RDF is intended to convey assertions that are meaningful to the extent that they may, in appropriate contexts, be used to express the terms of binding agreements.

This goal is explored further in section 2.3 below.

2.3 Meaning of RDF documents

The RDF specification emphasizes the formal structure and meaning of RDF. But there is also a social dimension that is easily overlooked when dealing with such formal aspects.

2.3.1 Formal semantics

RDF is a language designed to support the Semantic Web, in much the same way that HTML is the language that supports the original Web. The Semantic Web aims for data to be shared and processed by automated tools as well as by people. To serve this purpose, formal meanings of RDF statements must be defined in a precise manner; this is provided by the RDF Model Theory [RDF-SEMANTICS].

Model-theoretic semantics assumes that the expressions of a language refer to a world but may not describe it completely. Asserting a sentence in a language, on this view, imposes a constraint on the possible ways the world can be: it has at least to make the sentence true. As more knowledge is added - more assertions are made - the collection of possible worlds is reduced. The basic relationship between language and reality is that the more sentences are asserted, the more tightly reality is circumscribed, if none of those assertions are to come out false.
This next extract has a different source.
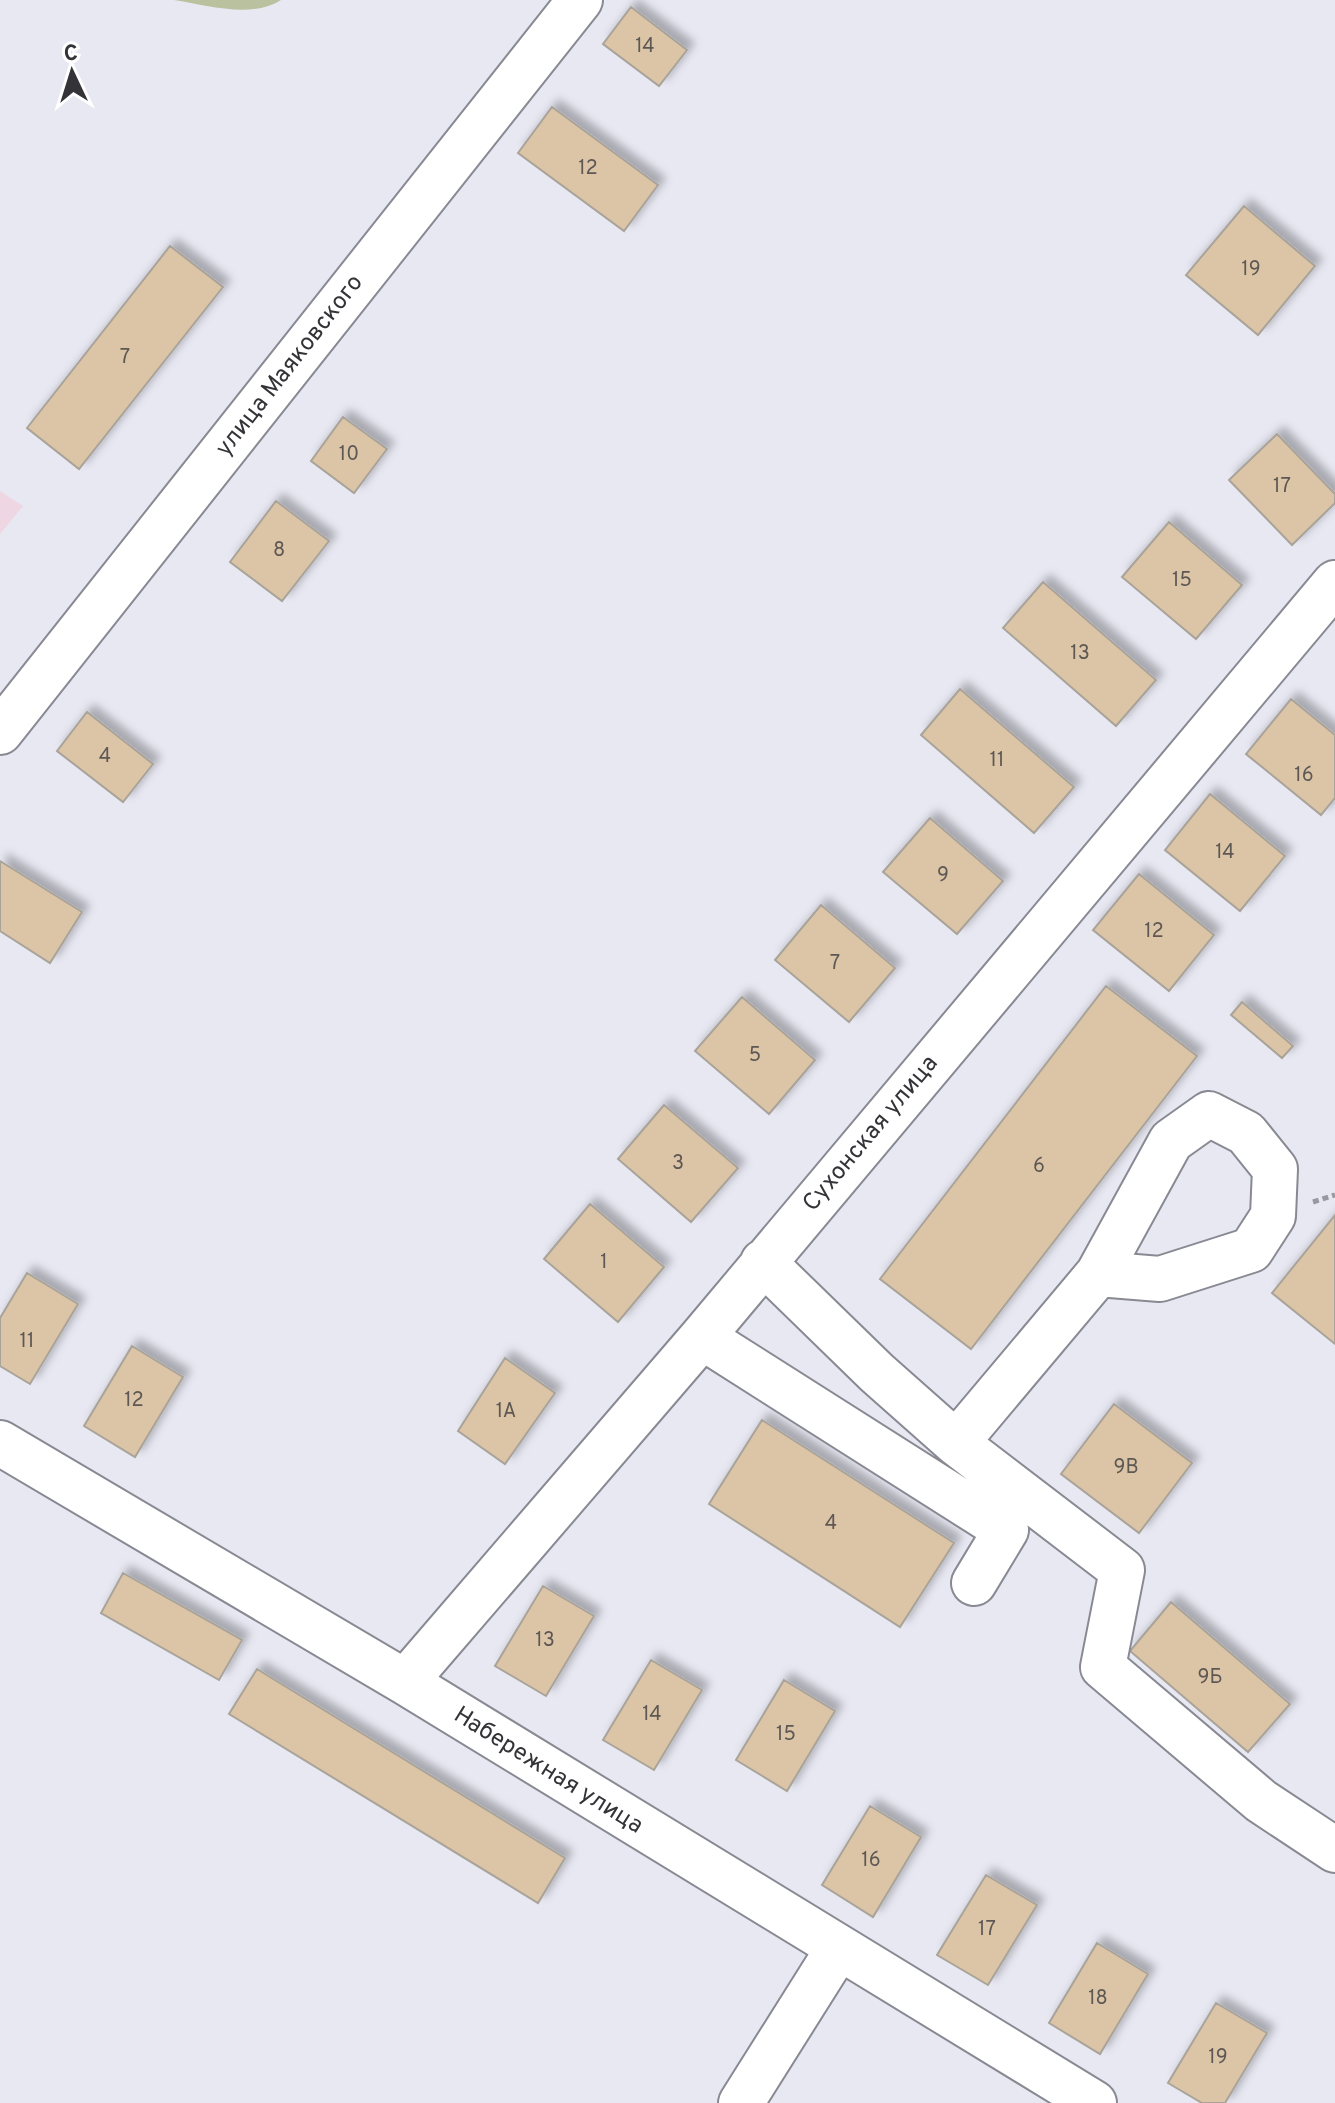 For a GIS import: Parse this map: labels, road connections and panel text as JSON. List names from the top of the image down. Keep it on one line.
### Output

The main purpose of the semantics is to make this intuition precise by giving a simple mathematical description of what counts as a 'possible way the world can be' - often simply called a 'possible world' - and of how such a possible world determines the truth-values of sentences. This combination of a world and a mapping between the language and the world is called an interpretation, so model theory might be better called 'interpretation theory'.

The chief utility of such a semantic theory is not to suggest any particular processing model, or to provide any deep analysis of the nature of the things being described by the language (in our case, the nature of resources), but rather to provide a technical tool to analyze the semantic properties of proposed operations on the language; in particular, to provide a way to determine when they preserve meaning.

The RDF model theory treats RDF as a simple assertional language, in which each triple makes a distinct assertion, and the meaning of any triple is not changed by adding other triples. Based on the semantics defined in the model theory, it is simple to translate an RDF graph into a logical expression with essentially the same meaning.

The RDF model theory is couched in the language of set theory simply because that is the normal language of mathematics - for example, the model theory assumes that names denote things in a set IR called the 'universe' - but the use of set- theoretic language is not supposed to imply that the things in the universe are set-theoretic in nature.

2.3.2 Social meaning

RDF/XML documents, i.e. encodings of RDF graphs, can be used to make representations of claims or assertions about the 'real' world.

When an RDF graph is asserted in the web, its publisher is saying something about their view of the world. Such an assertion should be understood to carry the same social import and responsibilities as an assertion in any other format. A combination of social (e.g. legal) and technical machinery (protocols, file formats, publication frameworks) provide the contexts that fix the intended meanings of the vocabulary of some piece of RDF, and which distinguish assertions from other uses (e.g. citations, denals or illustrations).

The technical machinery includes protocols for transferring information (e.g. HTTP, SMTP) and file formats for encapsulating and leballing information (e.g. MIME, XML). A media type, application/rdf+xml [RDF-MIME-TYPE] is being registered for indicating the use of RDF/XML as distinct from some other XML that happens to look like RDF. Issuing an HTTP GET request and obtaining data with a "200 OK" response code is a technical indication that the received data was published at the request URI; but data received with a "404 Not found" response cannot be considered to be similarly published information.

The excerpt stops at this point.